Monday, September 03, 2007

Nano memory: 30,000 movies and nothing on

Reuters, reporting on IBM's recent breakthroughs in nanotech-enabled memory and storage, opens its story with this:

Imagine cramming 30,000 full-length movies into a gadget the size of an iPod. More here

I have said this before in different contexts, including a white paper I wrote for NanoMarkets a few years ago: "To think of molecular memory within the framework of existing applications is to severely limit the possibilities of this technology ..."

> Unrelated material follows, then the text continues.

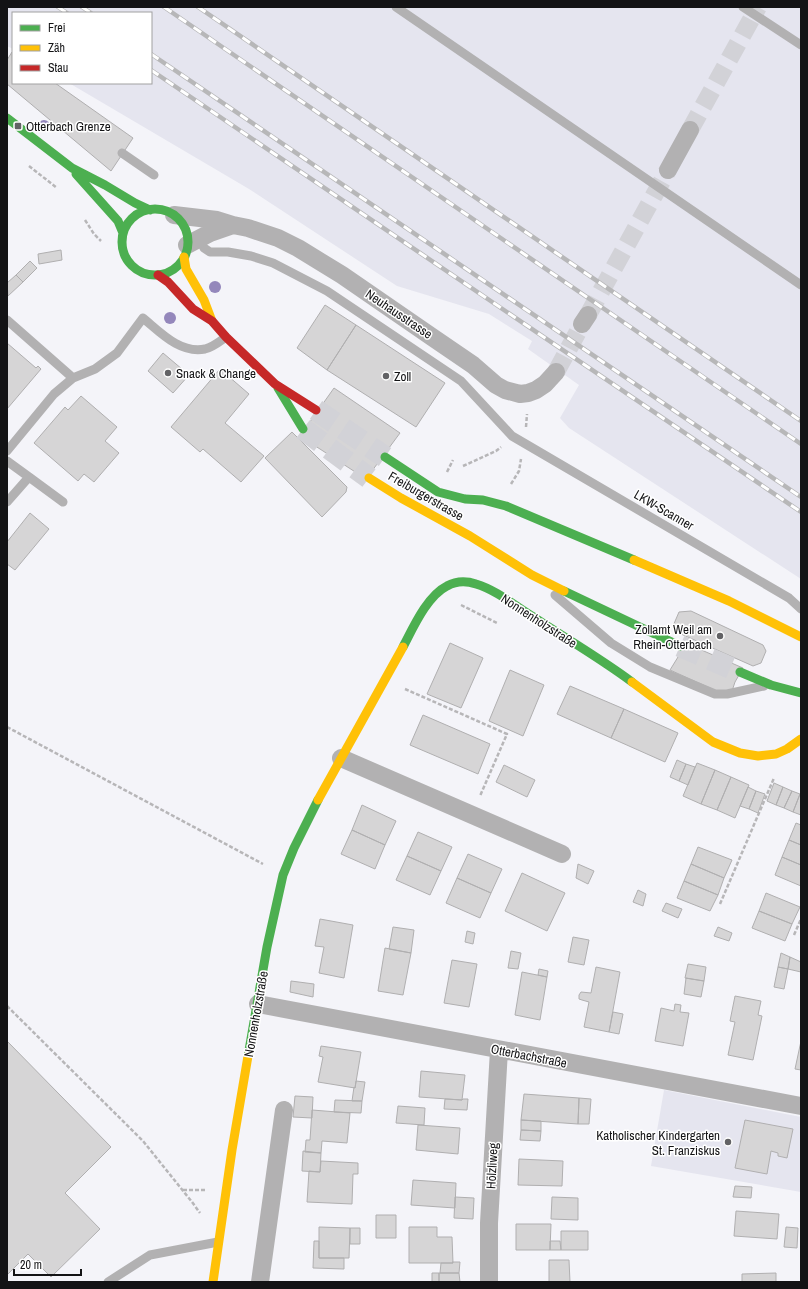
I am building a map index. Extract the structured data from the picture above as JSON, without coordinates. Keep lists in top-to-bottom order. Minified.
{"streets":{"main road":["Freiburgerstrasse","Nonnenholzstraße"],"street":["Neuhausstrasse","Otterbachstraße","Hölzliweg"],"lane":["LKW-Scanner"]},"crossings":[["Neuhausstrasse","LKW-Scanner"],["Nonnenholzstraße","Otterbachstraße"],["Otterbachstraße","Hölzliweg"]],"places":{"transit":["Otterbach Grenze"],"other":["Snack & Change","Zoll","Zollamt Weil am Rhein-Otterbach","Katholischer Kindergarten St. Franziskus"]},"legend":["Frei","Zäh","Stau"],"scale_bar":"20 m"}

If 30,000 movies is the best we can come up with, then we have a severe crisis of imagination. I don't blame the Reuters reporter. Like the overused and inaccurate "human hair" comparison, "30,000 movies" places the technology in a context the average reader can understand.

And it is often not the inventor who decides how and where to apply new technology. It's the entrepreneur, the investor and ultimately the consumer who supply the imagination.

Backgrounder
The business of imagination
Nantero sings a happy tune
Nanotube interconnects and hot Indian babes

9 comments:

Anonymous said...

If it hasn't been uttered before, I'd like to coin the term "iPocket."

Then ask, what else would American Gothic store in their pocket?

Howard Lovy said...

Hmm. Sounds clever, db, but I don't get it. Unless I'm missing a cultural reference here, I've searched and searched American Gothic but could find no evidence of pockets. Just a very sharp pitchfork.

reneviht said...

"Imagine cramming 30,000 full-length pitchforks into a gadget the size of an iPod..."

BlogDog said...

It'll be used for porn.
Technology's always used for porn.

Howard Lovy said...

Yes, blogdog, I agree. I only recently learned about Rule 34.

Bob Hawkins said...

I can see one major consequence of essentially unlimited storage. It will be simplest to provide everyone with the Library of Congress and Wayback Machine archives on mass-produced sticks. Then it will be impossible to monitor the information being accessed by individuals, since everyone will have everything. It'll just be a matter of what they choose to look at, not what they receive.

John S said...

And thus we return to Vannevar Bush's "memex". We still don't know how to find things efficiently in a space that large.

Anonymous said...

American Gothic *is* a cultural reference, Howard, reflecting (at least in my mind) the typical viewing audience, sans the pitchfork (Ma and Pa are innocent!).

Still, I'm being unfair implying such widespread myopia, in that American Gothic is only how the media views their audience. Thus, such a nano-device, an "iPocket" - to them - would only have one useful application; 30,000 movies, of which 29,978 would be porno (hat tip to the above). Which leaves precisely 22 regular films worth considering.

Meanwhile, I remain behind the techno-curve, amazed by everything from the telephone to Google, now add nanotechnology. Just the idea that we can create such self-replicators, it's totally amazing - and so far beyond my comprehension I'm standing here with a pitchfork.

Howard Lovy said...

Well, the time to worry is when the Luddite mob shows up outside your door with torches and pitchforks.